Syria's former al-Qaeda affiliate Hayat Tahrir al-Sham (HTS) on Thursday sealed its grip on northern Idlib, the last major rebel bastion, in a deal ending days of fighting with rival factions.

HTS signed a ceasefire with what was left of a rival alliance that sees it confirm its supremacy and unites the region under a jihadist-led administration.

Under an accord reached by rebel backer Turkey and regime ally Russia in September, Ankara was expected to rein in Idlib factions to stave off a threatened government offensive with potentially disastrous humanitarian repercussions.

The ceasefire deal, a copy of which was circulated on local media outlets, brings an immediate end to the fighting between HTS and the rival National Liberation Front (NLF), which was directly backed by Turkey.

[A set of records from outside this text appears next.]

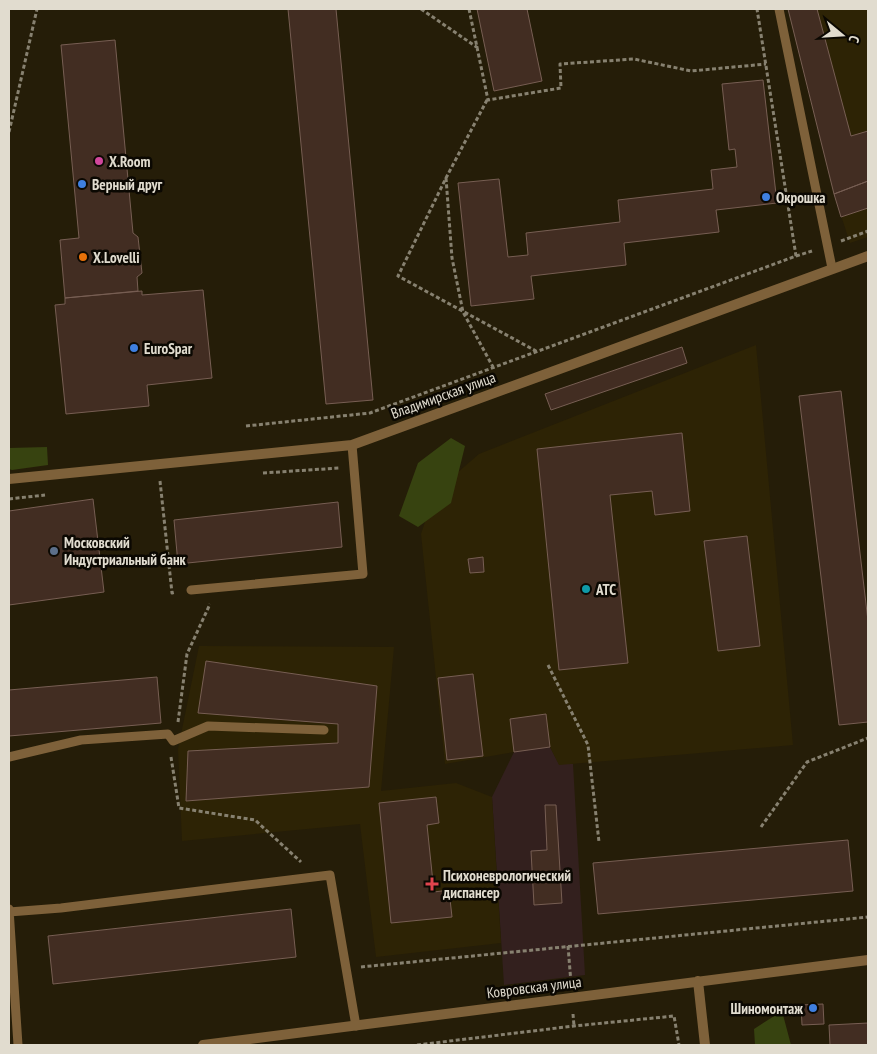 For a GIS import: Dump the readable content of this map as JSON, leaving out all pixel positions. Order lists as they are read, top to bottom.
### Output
{
  "streets": {
    "street": ["Владимирская улица", "Ковровская улица"]
  },
  "places": {
    "other": [
      "Х.Room",
      "Верный друг",
      "Окрошка",
      "X.Lovelli",
      "EuroSpar",
      "Московский Индустриальный банк",
      "АТС",
      "Шиномонтаж"
    ],
    "health": ["Психоневрологический диспансер"]
  },
  "north": "right"
} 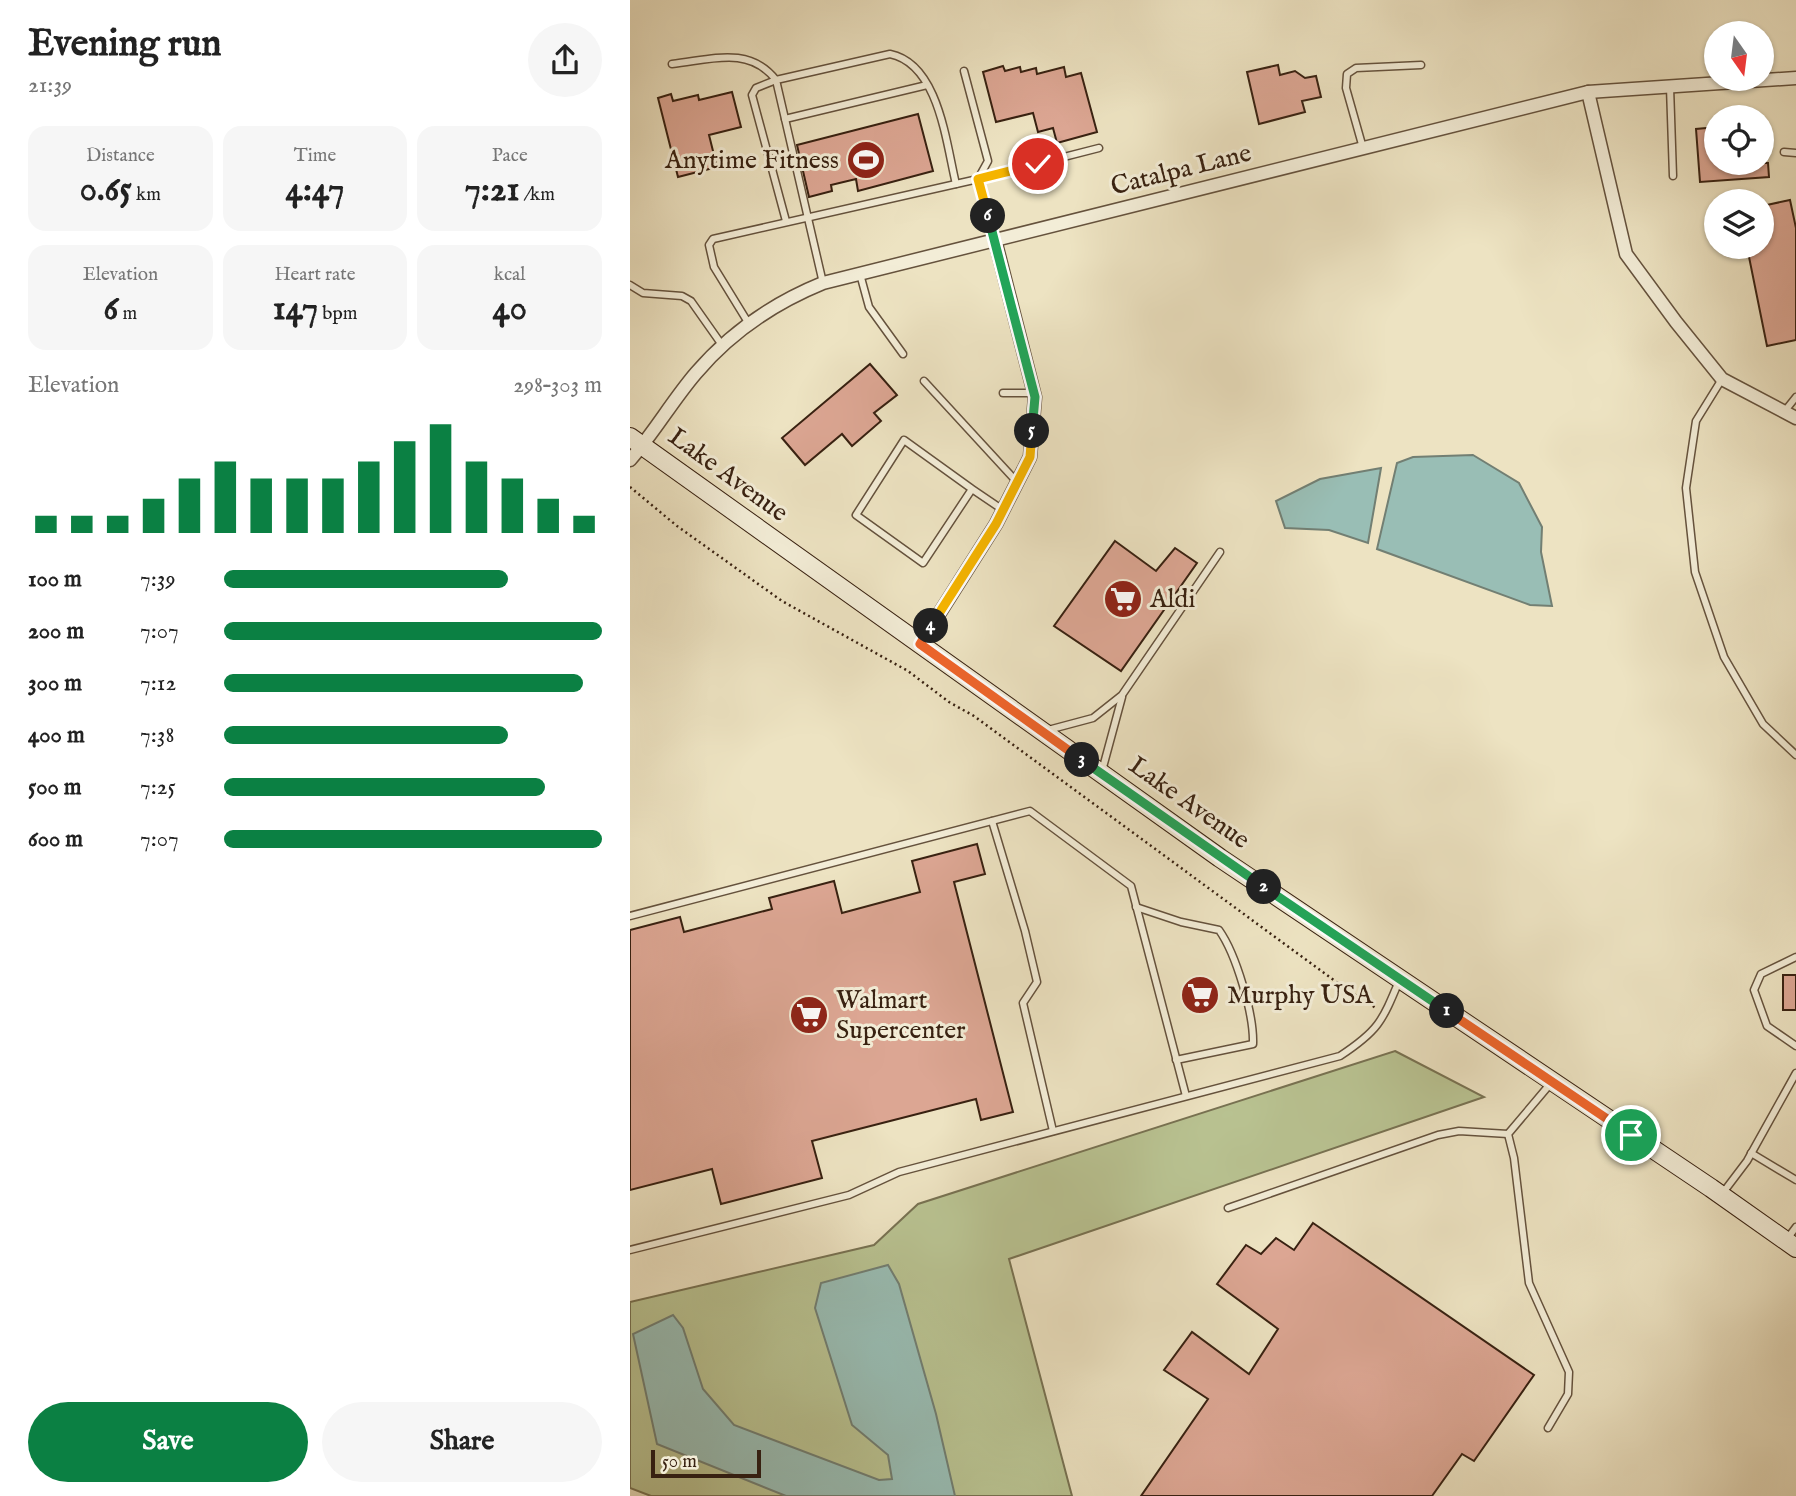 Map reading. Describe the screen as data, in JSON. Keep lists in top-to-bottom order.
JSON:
{
  "streets": {
    "street": ["Catalpa Lane", "Lake Avenue"]
  },
  "crossings": [
    ["Catalpa Lane", "Lake Avenue"]
  ],
  "places": {
    "sports": ["Anytime Fitness"],
    "supermarket": ["Aldi", "Murphy USA", "Walmart Supercenter"]
  },
  "scale_bar": "50 m",
  "north": "bottom",
  "page": {
    "heading": ["Evening run", "21:39"],
    "stats": [
      ["Distance", "0.65 km"],
      ["Time", "4:47"],
      ["Pace", "7:21 /km"],
      ["Elevation", "6 m"],
      ["Heart rate", "147 bpm"],
      ["kcal", "40"]
    ],
    "pins": [
      "6",
      "5",
      "4",
      "3",
      "2",
      "1"
    ],
    "chart": ["Elevation", "298–303 m"],
    "list": [
      {
        "name": "100 m",
        "note": "7:39"
      },
      {
        "name": "200 m",
        "note": "7:07"
      },
      {
        "name": "300 m",
        "note": "7:12"
      },
      {
        "name": "400 m",
        "note": "7:38"
      },
      {
        "name": "500 m",
        "note": "7:25"
      },
      {
        "name": "600 m",
        "note": "7:07"
      }
    ],
    "buttons": ["Save", "Share"],
    "scale": "50 m"
  }
} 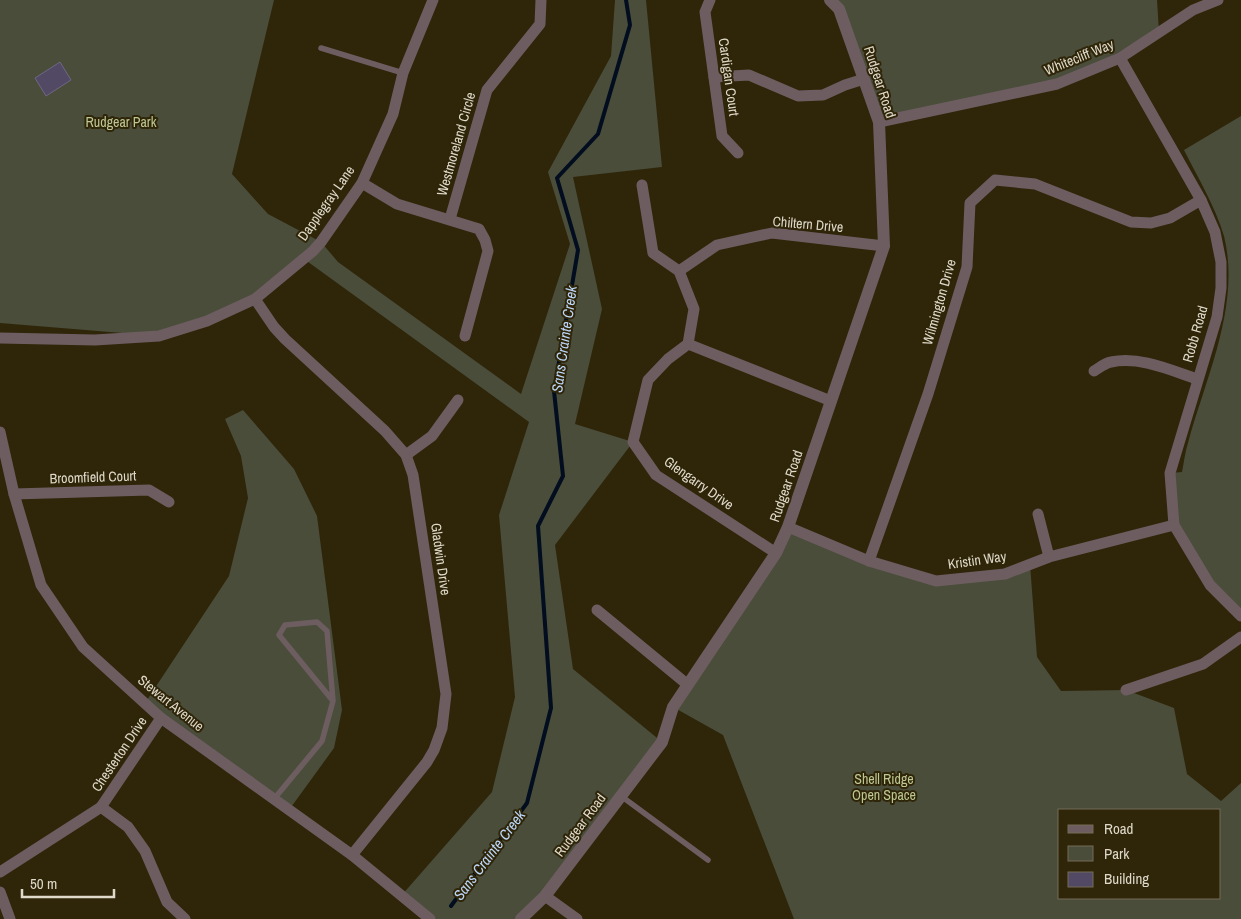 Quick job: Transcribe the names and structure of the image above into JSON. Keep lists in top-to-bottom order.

"This morning, HTS and NLF signed an agreement to put an end to ongoing fighting... and establish the control of the Salvation Government in all areas," the group's propaganda channel Ebaa said.

The self-proclaimed Salvation Government is an HTS-dominated body which had been administering large parts of the Idlib area, including its eponymous capital.

Its reach now extends to most of Idlib province and parts of the neighbouring provinces of Aleppo and Hama.

The deal sees Ankara-backed Islamist factions Ahrar al-Sham and Suqur al-Sham stand down, as areas they once held come under HTS administrative control.

These include the two major towns of Maarat al-Noman and Ariha.

'Indispensable interlocutor'

Nasser Hezbar, a 29-year-old civil society activist, told AFP from Maaret al-Noman that the ceasefire deal would affect lives in Idlib "in a huge way".

"It will give a pretext to the regime to enter the region," he said.

"The agreement is a betrayal to us... a betrayal to the people who gave their lives for the revolution," he added.

The clashes between HTS and its NLF rivals in Idlib had killed 137 people since the start of the year, most of them fighters, according to the Syrian Observatory for Human Rights, a Britain-based war monitor.

The deal announced Thursday provides for an immediate cessation of hostilities, an exchange of detainees, the lifting of all checkpoints inside the region, and its unification under the authority of the Salvation Government.

Other jihadists - such as the Al-Qaeda-linked Hurras al-Deen group and Turkestan Islamic Party (TIP) - maintain a presence in the Idlib region but are allied with HTS.

International Crisis Group analyst Sam Heller said the latest development put HTS squarely in control of the Idlib region.

"Now it can present itself to Turkey and others as an indispensable interlocutor in any non-military solution to Idlib," he said.

It was however unclear how the HTS administrative takeover would affect the implementation of the Turkish-Russian deal for a buffer zone around Idlib.

Under the memorandum signed in the Russian resort town of Sochi on September 17, jihadists were supposed to withdraw from the planned demilitarised area by mid-October but never did.

"It's not clear whether the Sochi deal's success and the continuation of the Idlib de-escalation actually depends on the memorandum's literal implementation", Heller said.

Instead, it could be more tied to "political atmospherics such as the health of the Turkish-Russian bilateral relationship", he said.